Tuesday, August 08, 2006

Enemy of the Ruling Class

Did Chris Matthews actually ask Ned Lamont about a group he calls the "pajamahadeen"? Marty Kaplan at HuffPo says he did:

Chris Matthews to Ned Lamont on MSNBC today: What do you think of the pajamahadeen?

Lamont: Huh?

Matthews: The bloggers. They roll out of bed in the morning, they read something in the paper, they blog about it, they talk to each other about it, people blog back, and pretty soon it becomes the buzz.

(Caveat lector: It's my paraphrase, not a transcript.)

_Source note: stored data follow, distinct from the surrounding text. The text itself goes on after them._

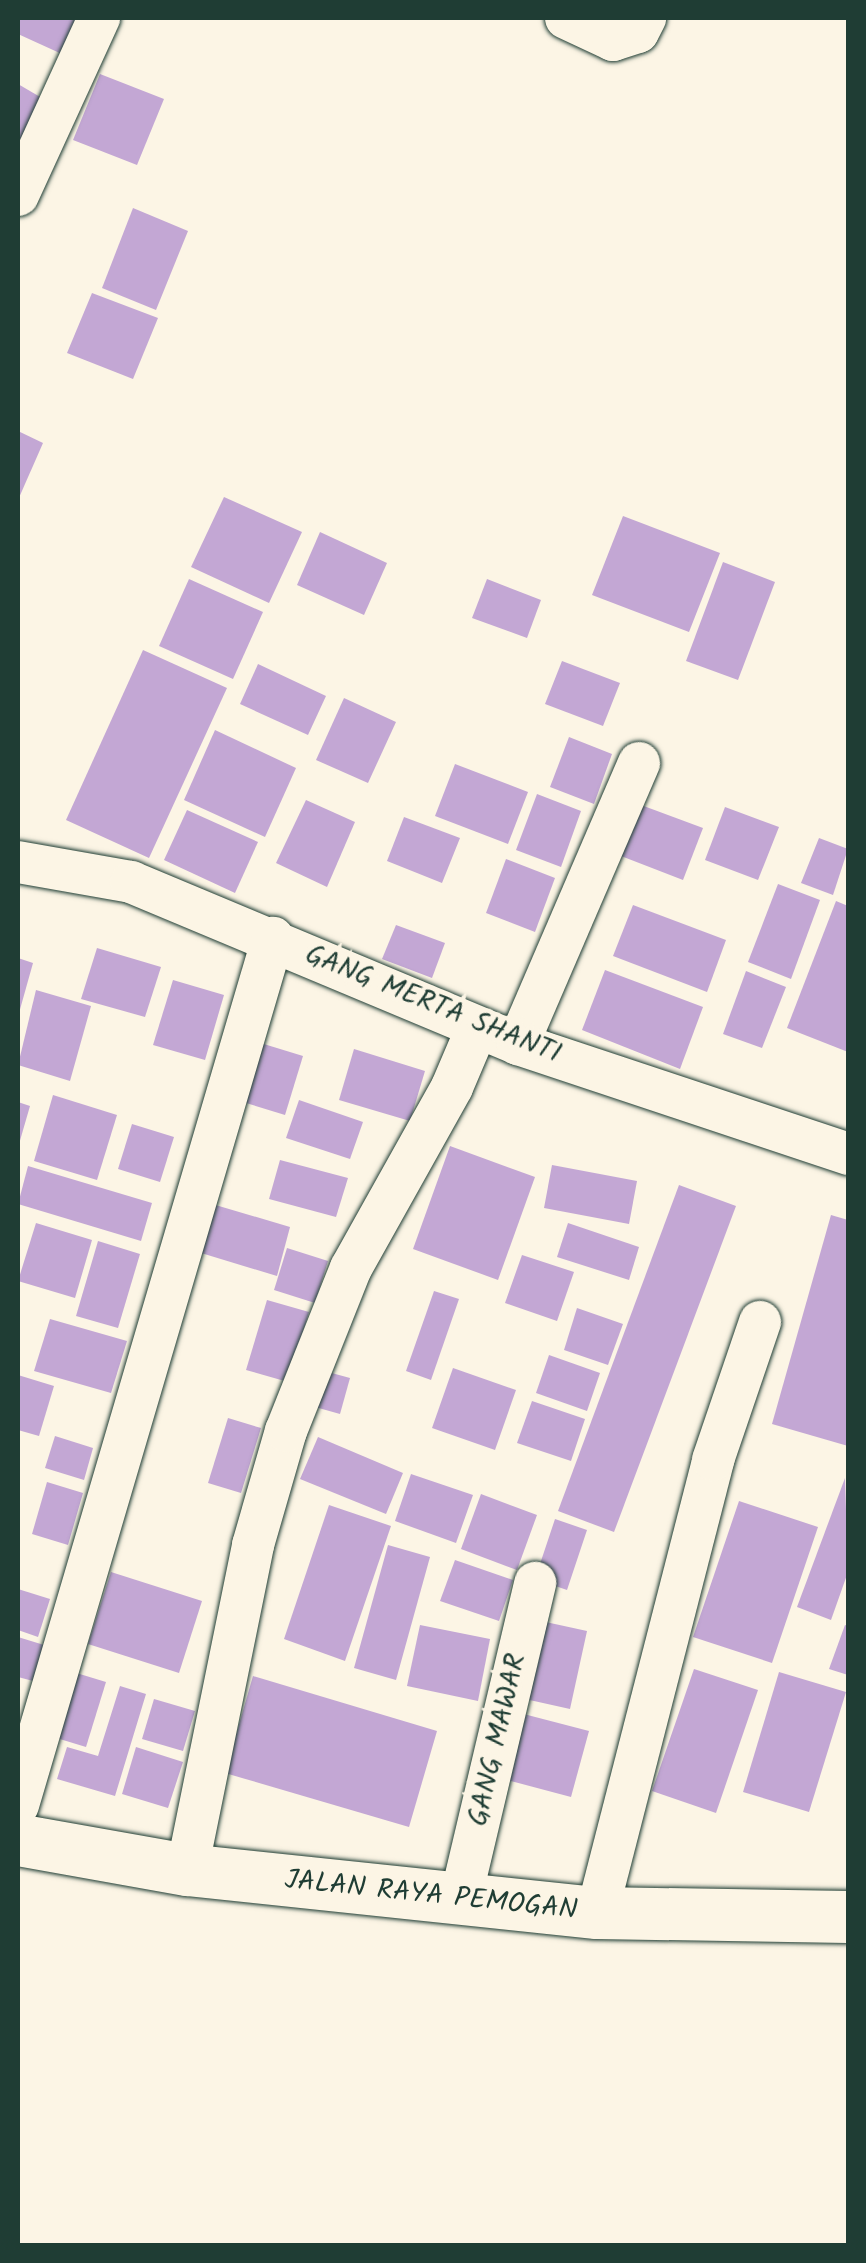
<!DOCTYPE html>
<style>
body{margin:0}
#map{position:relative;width:866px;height:2263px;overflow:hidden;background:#fcf5e5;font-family:Kalam,sans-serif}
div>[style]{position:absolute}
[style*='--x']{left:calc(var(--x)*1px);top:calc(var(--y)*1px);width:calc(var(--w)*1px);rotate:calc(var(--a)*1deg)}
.building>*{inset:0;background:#c3a7d4}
.roads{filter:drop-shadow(0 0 2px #1f3d34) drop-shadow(0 0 2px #1f3d34)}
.minor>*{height:42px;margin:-21px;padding:0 21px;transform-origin:21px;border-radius:21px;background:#fcf5e5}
.tertiary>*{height:52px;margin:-26px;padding:0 26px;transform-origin:26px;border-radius:26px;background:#fcf5e5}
span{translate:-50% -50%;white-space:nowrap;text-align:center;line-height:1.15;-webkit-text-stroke:9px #fcf5e5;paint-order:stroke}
.street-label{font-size:28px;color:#1f3d34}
.frame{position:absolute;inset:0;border:20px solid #1f3d34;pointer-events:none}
</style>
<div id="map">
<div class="building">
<i style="clip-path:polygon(18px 18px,82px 18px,64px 55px,18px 34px)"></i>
<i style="clip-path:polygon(100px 74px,164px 99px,137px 165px,73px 140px)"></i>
<i style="clip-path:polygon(18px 84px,47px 101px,22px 145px,18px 143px)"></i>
<i style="clip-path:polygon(133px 208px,188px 231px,156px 310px,102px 288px)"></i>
<i style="clip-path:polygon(92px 293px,158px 318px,133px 379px,67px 353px)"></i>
<i style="clip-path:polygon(18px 431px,43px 443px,18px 500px)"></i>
<i style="clip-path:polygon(224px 497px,302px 532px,269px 603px,191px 567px)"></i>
<i style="clip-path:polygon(623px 516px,720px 553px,689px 632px,592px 595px)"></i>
<i style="clip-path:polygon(320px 532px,387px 563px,364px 615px,297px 585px)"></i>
<i style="clip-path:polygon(723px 562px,775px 582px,738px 680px,686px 661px)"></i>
<i style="clip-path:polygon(189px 579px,263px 612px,233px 679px,159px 646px)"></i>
<i style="clip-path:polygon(487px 579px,541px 600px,527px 638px,472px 618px)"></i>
<i style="clip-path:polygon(143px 650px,227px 688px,149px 858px,66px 820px)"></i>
<i style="clip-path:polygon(562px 661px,620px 683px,603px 726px,545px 704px)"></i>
<i style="clip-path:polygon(258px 664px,326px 696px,308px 735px,240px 704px)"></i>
<i style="clip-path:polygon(344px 698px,396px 722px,368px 783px,316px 760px)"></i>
<i style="clip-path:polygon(215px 730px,296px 768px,265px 837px,184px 800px)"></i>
<i style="clip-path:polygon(569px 737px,612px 754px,594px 804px,550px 787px)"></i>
<i style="clip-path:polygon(455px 764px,528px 792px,508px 844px,435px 816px)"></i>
<i style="clip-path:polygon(537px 794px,581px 811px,561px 867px,516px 850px)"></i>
<i style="clip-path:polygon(306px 800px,355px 822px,327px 887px,276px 863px)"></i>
<i style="clip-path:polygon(641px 805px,703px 828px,683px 880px,621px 856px)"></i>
<i style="clip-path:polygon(725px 807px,779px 827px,758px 880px,705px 860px)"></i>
<i style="clip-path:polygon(187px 810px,258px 842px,235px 893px,164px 860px)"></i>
<i style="clip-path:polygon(404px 817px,460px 838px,442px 883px,387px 861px)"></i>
<i style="clip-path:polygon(819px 838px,848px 849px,833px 895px,801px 883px)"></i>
<i style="clip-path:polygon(506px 859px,555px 878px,535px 932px,486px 913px)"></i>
<i style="clip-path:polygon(778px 884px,820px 900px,791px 979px,748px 962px)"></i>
<i style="clip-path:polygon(836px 901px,848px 906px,848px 1052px,787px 1028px)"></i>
<i style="clip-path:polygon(633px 905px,726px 940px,707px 992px,613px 956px)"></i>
<i style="clip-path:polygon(396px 925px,445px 943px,432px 978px,382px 959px)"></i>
<i style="clip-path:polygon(97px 948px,161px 967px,145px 1017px,81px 999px)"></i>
<i style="clip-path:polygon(18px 958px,33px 963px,19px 1013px,18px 1013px)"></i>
<i style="clip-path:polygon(605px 970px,703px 1007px,680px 1069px,582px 1030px)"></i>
<i style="clip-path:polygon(746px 971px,786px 987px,762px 1048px,723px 1034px)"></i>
<i style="clip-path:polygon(173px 980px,224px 995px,205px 1060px,153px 1045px)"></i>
<i style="clip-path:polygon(36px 990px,91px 1006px,70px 1081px,18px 1065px)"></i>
<i style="clip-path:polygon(241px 1037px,303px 1056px,285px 1115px,223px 1096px)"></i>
<i style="clip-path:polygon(354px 1049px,425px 1071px,410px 1121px,339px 1100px)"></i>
<i style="clip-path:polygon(53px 1095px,117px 1115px,97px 1180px,34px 1161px)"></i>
<i style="clip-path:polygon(299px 1100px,363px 1122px,350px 1159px,286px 1138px)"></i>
<i style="clip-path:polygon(18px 1102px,30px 1106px,19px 1144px,18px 1144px)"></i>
<i style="clip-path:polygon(132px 1124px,174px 1137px,160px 1182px,118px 1169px)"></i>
<i style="clip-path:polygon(450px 1146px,535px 1177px,498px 1280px,413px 1249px)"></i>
<i style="clip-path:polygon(280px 1160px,348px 1178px,336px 1217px,269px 1199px)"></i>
<i style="clip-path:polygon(552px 1165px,637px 1181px,629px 1224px,544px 1208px)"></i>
<i style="clip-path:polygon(28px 1166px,152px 1203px,141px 1241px,18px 1204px)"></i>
<i style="clip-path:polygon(679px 1185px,736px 1206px,614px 1532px,558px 1511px)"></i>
<i style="clip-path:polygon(202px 1201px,290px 1227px,277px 1276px,188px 1249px)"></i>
<i style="clip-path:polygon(831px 1215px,848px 1220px,848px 1446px,772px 1424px)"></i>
<i style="clip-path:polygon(36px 1223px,92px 1240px,75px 1298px,18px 1281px)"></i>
<i style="clip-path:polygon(568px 1223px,639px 1247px,629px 1280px,557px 1257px)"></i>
<i style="clip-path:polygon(98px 1241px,140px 1254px,118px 1328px,76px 1316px)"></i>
<i style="clip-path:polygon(287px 1248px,328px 1261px,315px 1303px,274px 1290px)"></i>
<i style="clip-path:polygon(522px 1255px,574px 1272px,557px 1321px,505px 1303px)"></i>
<i style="clip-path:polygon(434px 1291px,459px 1299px,431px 1380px,406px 1371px)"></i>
<i style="clip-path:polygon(267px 1300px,309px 1312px,288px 1382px,246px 1370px)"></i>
<i style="clip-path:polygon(577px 1308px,623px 1324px,608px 1365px,564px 1350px)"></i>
<i style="clip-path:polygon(50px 1319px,127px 1341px,111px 1393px,34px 1371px)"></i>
<i style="clip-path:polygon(549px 1355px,600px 1373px,587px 1411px,536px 1393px)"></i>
<i style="clip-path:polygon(453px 1368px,516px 1390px,495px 1450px,432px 1428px)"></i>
<i style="clip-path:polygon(317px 1369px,350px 1378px,340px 1414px,308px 1405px)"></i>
<i style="clip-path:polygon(18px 1375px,54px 1386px,39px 1436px,18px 1430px)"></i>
<i style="clip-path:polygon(532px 1401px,585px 1419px,571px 1461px,517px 1443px)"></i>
<i style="clip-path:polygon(228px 1418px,261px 1428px,241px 1493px,208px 1483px)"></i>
<i style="clip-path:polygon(55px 1436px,93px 1448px,84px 1480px,45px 1468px)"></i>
<i style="clip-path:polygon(318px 1437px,403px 1473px,386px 1514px,300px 1479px)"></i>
<i style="clip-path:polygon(411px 1474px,473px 1495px,456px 1543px,395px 1521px)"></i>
<i style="clip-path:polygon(845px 1478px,848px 1572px,831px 1620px,797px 1607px)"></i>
<i style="clip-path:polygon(47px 1482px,83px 1493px,68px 1545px,32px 1534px)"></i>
<i style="clip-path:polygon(481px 1494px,537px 1515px,517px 1570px,461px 1549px)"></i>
<i style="clip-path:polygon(739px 1501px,818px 1527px,772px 1663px,693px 1637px)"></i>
<i style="clip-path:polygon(329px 1505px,391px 1526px,345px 1661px,284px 1639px)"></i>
<i style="clip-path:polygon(555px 1519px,587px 1530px,567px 1590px,535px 1579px)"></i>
<i style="clip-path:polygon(388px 1545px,430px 1557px,396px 1680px,354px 1668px)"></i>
<i style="clip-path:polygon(455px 1560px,513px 1580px,499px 1621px,440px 1601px)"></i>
<i style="clip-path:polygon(111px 1572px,202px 1601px,179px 1673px,88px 1644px)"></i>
<i style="clip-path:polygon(18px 1589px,50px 1599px,38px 1637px,18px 1630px)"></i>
<i style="clip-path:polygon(532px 1619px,587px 1631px,570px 1709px,516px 1697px)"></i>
<i style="clip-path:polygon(420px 1625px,490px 1639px,478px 1701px,407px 1686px)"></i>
<i style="clip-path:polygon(845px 1625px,848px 1626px,848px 1675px,829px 1669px)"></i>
<i style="clip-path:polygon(18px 1637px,44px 1645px,33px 1681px,18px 1677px)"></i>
<i style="clip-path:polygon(60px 1668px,106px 1682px,86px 1747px,40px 1733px)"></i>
<i style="clip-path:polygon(694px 1669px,758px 1690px,716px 1813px,652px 1791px)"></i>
<i style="clip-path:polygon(779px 1672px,846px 1692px,809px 1812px,743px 1792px)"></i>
<i style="clip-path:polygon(253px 1676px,437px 1731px,409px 1827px,225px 1773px)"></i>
<i style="clip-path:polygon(120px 1686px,146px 1694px,115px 1796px,57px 1779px,67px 1747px,98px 1756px)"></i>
<i style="clip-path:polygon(154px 1699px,195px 1711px,183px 1751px,142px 1739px)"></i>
<i style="clip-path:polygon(516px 1712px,589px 1731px,571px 1797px,500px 1778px)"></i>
<i style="clip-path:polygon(136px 1747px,183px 1762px,168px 1808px,122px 1794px)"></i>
</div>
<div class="roads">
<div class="minor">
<i style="--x:566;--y:18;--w:52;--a:25.1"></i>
<i style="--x:613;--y:40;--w:26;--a:-18"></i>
<i style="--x:638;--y:32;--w:16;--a:-63"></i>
<i style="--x:18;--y:195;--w:195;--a:-65.4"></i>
<i style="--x:18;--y:862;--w:115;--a:10"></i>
<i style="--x:131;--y:882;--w:420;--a:22.7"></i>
<i style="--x:518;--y:1044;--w:348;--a:18.4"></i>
<i style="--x:518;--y:1044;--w:306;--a:-66.7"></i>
<i style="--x:18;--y:1805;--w:904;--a:-73.61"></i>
<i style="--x:187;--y:1870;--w:332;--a:-78.5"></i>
<i style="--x:253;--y:1545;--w:119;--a:-73.9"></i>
<i style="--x:286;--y:1431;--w:175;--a:-68.3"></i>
<i style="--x:351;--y:1268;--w:207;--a:-60.8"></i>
<i style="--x:452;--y:1087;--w:64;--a:-67"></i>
<i style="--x:461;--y:1897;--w:323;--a:-76.7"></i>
<i style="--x:597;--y:1913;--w:468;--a:-75.6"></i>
<i style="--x:713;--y:1460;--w:146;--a:-71.2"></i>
</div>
<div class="tertiary">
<i style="--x:18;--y:1840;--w:172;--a:10.1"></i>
<i style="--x:187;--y:1870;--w:412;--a:6"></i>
<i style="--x:597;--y:1913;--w:251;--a:0.9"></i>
</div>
</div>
<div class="street-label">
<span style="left:433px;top:1005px;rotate:22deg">GANG MERTA SHANTI</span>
<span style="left:498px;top:1740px;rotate:-77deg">GANG MAWAR</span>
<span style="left:431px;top:1896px;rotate:6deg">JALAN RAYA PEMOGAN</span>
</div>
<div class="frame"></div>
</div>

Bloggers are the enemy of the traditional media. (I learned that one personally last week) One of its leading lights (albeit a dim bulb) calling bloggers a phrase synonymous with Islamic fundamentalists and terrorists should hammer that home. Of course, they fear us. They fear the democratization of media. They fear market share. They fear multiple voices. They fear the fact that we've caught on to what they do for a living, and we do it better:

It's funny: the entire District of Columbia is built on the exact same process that Chris Matthews describes, except that instead of people using keyboards, they use phones, and instead of blogging, they use their access to print and broadcast media, and to one another.

I lived and worked in politics and journalism in Washington for eight years, and every day, the inviolable morning ritual was that people read the papers, they watched television, and then all day long they called one another to ask, "What do you hear?" The biggest difference between the daily routine of the Beltway chattering class and the blogosphere is that the Gang of 500 (as The Note calls them) has been replaced by the dispersed and inherently more small-d democratic netroots.


They just don't want anybody else getting in on their scam. They don't want to be made irrelevant. In truth, they already are. The chattering class hasn't realized that there's more of us talking amongst ourselves than there are people watching them talk amongst themselves.

This should be a fun election season. Cokie and Chris and the gang are going to need smelling salts to get through it.